(Stored dataset items)

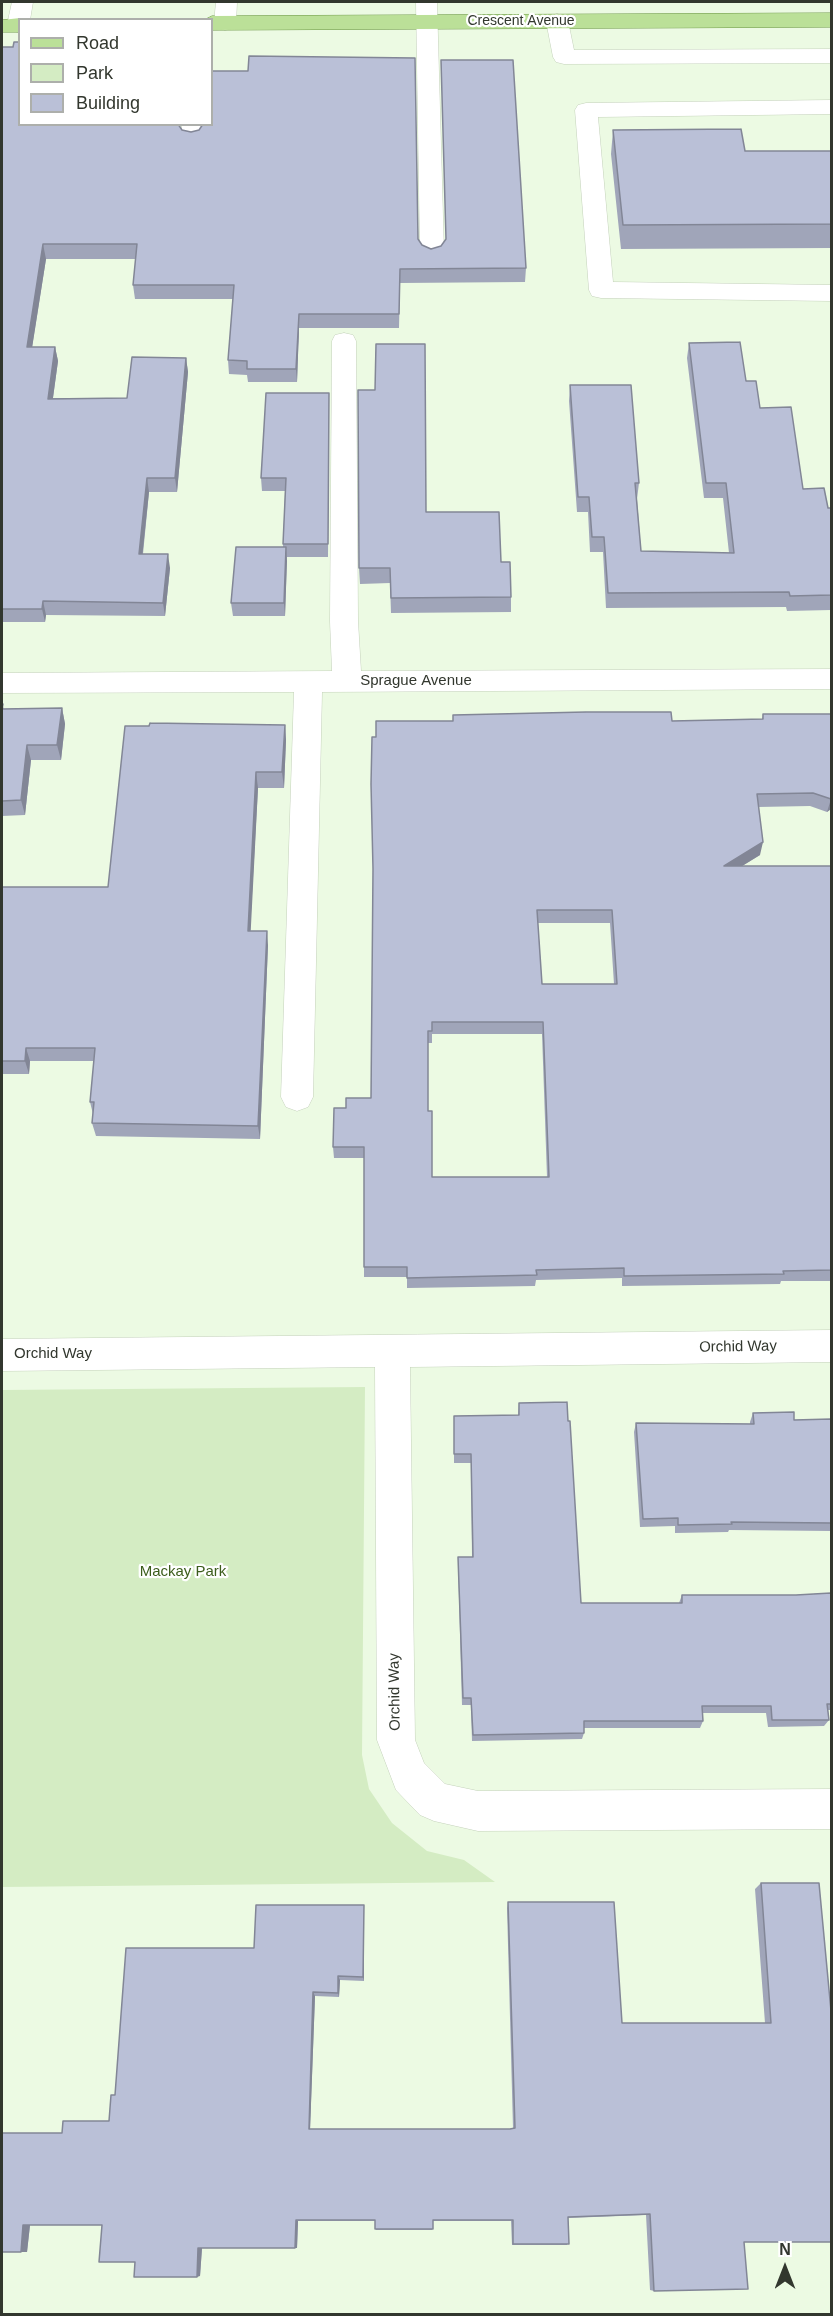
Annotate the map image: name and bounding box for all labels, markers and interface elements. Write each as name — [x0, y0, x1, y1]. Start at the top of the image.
street label: Crescent Avenue — [467, 13, 575, 29]
legend — [18, 18, 213, 126]
text: Road — [76, 33, 119, 53]
text: Park — [76, 63, 113, 83]
text: Building — [76, 93, 140, 113]
street label: Sprague Avenue — [360, 672, 472, 690]
street label: Orchid Way — [699, 1337, 777, 1357]
street label: Orchid Way — [14, 1345, 92, 1363]
park label: Mackay Park — [140, 1563, 226, 1581]
street label: Orchid Way — [385, 1653, 405, 1731]
north arrow — [755, 2238, 815, 2298]
text: N — [779, 2241, 791, 2258]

## Exercise objective
Output the lines above verbatim, images excluded.

## Solution to the problem
Annotate the map image: name and bounding box for all labels, markers and interface elements. Write each as name — [x0, y0, x1, y1]. Start at the top of the image.
street label: Crescent Avenue — [467, 13, 575, 29]
legend — [18, 18, 213, 126]
text: Road — [76, 33, 119, 53]
text: Park — [76, 63, 113, 83]
text: Building — [76, 93, 140, 113]
street label: Sprague Avenue — [360, 672, 472, 690]
street label: Orchid Way — [699, 1337, 777, 1357]
street label: Orchid Way — [14, 1345, 92, 1363]
park label: Mackay Park — [140, 1563, 226, 1581]
street label: Orchid Way — [385, 1653, 405, 1731]
north arrow — [755, 2238, 815, 2298]
text: N — [779, 2241, 791, 2258]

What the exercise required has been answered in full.